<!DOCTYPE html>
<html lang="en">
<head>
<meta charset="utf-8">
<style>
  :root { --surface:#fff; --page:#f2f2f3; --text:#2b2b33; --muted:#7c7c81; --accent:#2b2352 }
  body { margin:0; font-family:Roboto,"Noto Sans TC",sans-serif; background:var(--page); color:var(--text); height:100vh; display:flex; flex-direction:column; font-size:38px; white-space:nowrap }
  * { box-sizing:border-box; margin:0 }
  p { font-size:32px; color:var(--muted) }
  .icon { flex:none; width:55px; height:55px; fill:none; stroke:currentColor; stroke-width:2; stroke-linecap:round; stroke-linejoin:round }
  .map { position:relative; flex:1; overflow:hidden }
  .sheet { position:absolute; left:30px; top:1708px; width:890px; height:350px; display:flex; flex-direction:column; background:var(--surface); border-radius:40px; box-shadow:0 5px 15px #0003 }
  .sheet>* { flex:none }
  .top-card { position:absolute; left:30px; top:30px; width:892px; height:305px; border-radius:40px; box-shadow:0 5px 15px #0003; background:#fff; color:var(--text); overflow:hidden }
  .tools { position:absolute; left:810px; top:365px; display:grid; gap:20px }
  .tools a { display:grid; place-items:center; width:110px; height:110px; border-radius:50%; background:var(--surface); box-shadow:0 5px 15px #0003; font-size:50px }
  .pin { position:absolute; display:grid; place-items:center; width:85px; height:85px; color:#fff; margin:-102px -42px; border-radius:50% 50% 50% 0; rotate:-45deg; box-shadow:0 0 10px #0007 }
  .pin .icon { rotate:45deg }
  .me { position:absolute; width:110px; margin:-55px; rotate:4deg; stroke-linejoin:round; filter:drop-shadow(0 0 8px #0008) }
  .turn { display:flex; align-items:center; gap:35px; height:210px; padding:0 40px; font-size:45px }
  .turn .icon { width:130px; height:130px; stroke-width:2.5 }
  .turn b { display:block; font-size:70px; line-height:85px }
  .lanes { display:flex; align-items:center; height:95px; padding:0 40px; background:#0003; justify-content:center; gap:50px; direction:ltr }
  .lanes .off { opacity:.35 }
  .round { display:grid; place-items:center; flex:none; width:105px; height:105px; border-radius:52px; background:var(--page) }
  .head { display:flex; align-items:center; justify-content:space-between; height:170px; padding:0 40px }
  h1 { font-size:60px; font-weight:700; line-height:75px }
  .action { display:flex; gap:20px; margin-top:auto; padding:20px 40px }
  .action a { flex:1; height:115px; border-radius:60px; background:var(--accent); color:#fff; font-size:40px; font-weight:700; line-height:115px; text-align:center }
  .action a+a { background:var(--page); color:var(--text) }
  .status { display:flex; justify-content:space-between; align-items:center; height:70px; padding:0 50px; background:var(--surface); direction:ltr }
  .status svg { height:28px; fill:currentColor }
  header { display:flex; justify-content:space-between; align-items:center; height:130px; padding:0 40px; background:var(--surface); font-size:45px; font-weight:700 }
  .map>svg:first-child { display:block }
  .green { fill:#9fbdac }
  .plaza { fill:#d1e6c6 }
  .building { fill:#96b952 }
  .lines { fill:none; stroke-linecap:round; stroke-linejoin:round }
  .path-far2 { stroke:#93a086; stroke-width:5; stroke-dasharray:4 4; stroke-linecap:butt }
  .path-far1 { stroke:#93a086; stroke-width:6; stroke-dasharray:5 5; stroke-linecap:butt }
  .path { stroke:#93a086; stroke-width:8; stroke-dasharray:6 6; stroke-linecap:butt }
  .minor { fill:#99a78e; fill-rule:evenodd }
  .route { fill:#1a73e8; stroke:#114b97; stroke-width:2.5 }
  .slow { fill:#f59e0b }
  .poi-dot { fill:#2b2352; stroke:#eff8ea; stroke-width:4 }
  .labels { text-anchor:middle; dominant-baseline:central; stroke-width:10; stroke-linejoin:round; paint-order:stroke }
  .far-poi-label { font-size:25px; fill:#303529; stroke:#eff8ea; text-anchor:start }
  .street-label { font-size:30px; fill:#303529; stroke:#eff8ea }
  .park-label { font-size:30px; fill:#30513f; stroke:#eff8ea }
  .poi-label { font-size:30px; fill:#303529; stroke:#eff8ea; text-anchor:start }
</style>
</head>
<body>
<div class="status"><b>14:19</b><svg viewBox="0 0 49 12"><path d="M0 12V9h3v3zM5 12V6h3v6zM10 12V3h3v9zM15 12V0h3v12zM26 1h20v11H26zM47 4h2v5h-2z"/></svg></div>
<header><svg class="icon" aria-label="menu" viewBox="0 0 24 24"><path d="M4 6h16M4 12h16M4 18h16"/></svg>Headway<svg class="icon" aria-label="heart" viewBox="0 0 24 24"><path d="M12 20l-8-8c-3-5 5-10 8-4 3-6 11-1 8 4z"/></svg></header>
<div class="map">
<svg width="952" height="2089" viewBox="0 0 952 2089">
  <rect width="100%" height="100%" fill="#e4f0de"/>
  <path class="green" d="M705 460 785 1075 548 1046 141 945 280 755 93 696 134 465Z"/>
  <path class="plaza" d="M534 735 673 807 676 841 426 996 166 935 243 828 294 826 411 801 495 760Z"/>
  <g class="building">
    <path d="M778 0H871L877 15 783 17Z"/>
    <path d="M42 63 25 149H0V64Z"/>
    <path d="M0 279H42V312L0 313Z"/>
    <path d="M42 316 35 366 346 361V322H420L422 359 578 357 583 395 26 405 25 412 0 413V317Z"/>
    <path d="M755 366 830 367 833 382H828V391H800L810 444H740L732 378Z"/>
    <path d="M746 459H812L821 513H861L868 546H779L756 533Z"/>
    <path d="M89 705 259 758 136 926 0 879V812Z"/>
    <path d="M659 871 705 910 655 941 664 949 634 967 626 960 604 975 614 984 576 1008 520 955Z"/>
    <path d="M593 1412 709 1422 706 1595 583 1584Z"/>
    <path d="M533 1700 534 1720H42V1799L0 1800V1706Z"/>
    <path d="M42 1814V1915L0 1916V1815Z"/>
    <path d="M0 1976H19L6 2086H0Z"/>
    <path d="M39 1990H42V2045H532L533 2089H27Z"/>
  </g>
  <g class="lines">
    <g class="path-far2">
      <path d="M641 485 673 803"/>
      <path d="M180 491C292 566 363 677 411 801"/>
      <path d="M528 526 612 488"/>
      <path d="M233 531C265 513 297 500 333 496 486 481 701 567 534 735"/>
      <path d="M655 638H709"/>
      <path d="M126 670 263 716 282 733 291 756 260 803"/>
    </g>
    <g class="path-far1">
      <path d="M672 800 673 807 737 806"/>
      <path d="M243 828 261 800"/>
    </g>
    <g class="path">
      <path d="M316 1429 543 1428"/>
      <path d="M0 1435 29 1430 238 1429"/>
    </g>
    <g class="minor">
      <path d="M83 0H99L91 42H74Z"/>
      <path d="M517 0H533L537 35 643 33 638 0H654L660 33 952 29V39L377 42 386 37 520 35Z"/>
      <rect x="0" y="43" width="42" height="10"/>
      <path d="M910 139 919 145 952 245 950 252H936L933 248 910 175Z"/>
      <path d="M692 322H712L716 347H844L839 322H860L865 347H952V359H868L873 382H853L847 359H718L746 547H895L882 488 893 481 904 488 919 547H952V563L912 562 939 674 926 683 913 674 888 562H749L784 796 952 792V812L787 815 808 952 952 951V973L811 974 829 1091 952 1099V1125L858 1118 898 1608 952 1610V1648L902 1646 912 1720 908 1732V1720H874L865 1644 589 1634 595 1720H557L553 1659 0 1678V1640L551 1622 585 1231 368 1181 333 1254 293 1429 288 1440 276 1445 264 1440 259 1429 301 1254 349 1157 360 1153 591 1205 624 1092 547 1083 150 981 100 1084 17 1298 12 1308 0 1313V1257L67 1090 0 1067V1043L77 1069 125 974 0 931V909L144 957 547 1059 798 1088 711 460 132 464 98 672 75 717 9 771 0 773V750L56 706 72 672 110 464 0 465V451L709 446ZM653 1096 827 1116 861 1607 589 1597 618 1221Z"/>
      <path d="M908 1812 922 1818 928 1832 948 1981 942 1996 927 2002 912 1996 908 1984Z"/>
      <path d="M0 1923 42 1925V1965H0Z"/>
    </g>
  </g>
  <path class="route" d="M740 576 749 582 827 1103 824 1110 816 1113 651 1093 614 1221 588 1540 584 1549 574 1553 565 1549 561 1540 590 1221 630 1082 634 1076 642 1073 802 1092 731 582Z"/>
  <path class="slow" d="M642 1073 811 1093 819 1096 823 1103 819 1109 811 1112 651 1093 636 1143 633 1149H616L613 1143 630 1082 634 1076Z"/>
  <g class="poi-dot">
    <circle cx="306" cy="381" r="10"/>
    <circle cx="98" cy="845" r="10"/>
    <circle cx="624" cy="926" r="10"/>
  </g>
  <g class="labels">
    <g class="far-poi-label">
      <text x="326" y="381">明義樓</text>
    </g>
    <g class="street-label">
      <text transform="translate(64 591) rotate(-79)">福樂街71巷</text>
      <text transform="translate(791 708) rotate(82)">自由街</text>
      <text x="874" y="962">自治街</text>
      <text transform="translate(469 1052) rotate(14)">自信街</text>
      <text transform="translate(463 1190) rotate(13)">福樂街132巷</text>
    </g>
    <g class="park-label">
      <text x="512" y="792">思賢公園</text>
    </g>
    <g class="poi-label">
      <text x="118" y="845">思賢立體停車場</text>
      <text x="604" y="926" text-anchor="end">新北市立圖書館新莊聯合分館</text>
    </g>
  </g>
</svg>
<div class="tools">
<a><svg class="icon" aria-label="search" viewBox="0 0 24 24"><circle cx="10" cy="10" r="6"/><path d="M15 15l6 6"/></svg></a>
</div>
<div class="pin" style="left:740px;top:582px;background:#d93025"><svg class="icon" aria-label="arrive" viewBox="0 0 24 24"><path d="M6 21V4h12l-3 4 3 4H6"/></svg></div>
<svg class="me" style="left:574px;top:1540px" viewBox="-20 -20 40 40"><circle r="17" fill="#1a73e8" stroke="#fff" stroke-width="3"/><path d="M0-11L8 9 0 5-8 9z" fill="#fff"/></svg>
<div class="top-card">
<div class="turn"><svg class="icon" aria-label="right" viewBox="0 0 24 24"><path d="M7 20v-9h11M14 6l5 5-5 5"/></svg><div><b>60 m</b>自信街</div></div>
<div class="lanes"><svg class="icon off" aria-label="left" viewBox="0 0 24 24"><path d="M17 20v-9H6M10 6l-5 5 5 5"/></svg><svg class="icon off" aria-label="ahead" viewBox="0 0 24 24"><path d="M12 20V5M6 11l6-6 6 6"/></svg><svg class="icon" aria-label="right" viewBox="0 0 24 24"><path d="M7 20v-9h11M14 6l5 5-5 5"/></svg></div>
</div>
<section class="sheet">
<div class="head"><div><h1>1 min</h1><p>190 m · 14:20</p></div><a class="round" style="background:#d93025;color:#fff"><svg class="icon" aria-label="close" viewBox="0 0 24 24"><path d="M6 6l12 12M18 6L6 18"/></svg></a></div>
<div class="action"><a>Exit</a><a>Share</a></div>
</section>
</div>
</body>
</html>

### Your assignment:
Search the entries for the word "transform", then list each line that holds it.

### Solution to the exercise:
      <text transform="translate(64 591) rotate(-79)">福樂街71巷</text>
      <text transform="translate(791 708) rotate(82)">自由街</text>
      <text transform="translate(469 1052) rotate(14)">自信街</text>
      <text transform="translate(463 1190) rotate(13)">福樂街132巷</text>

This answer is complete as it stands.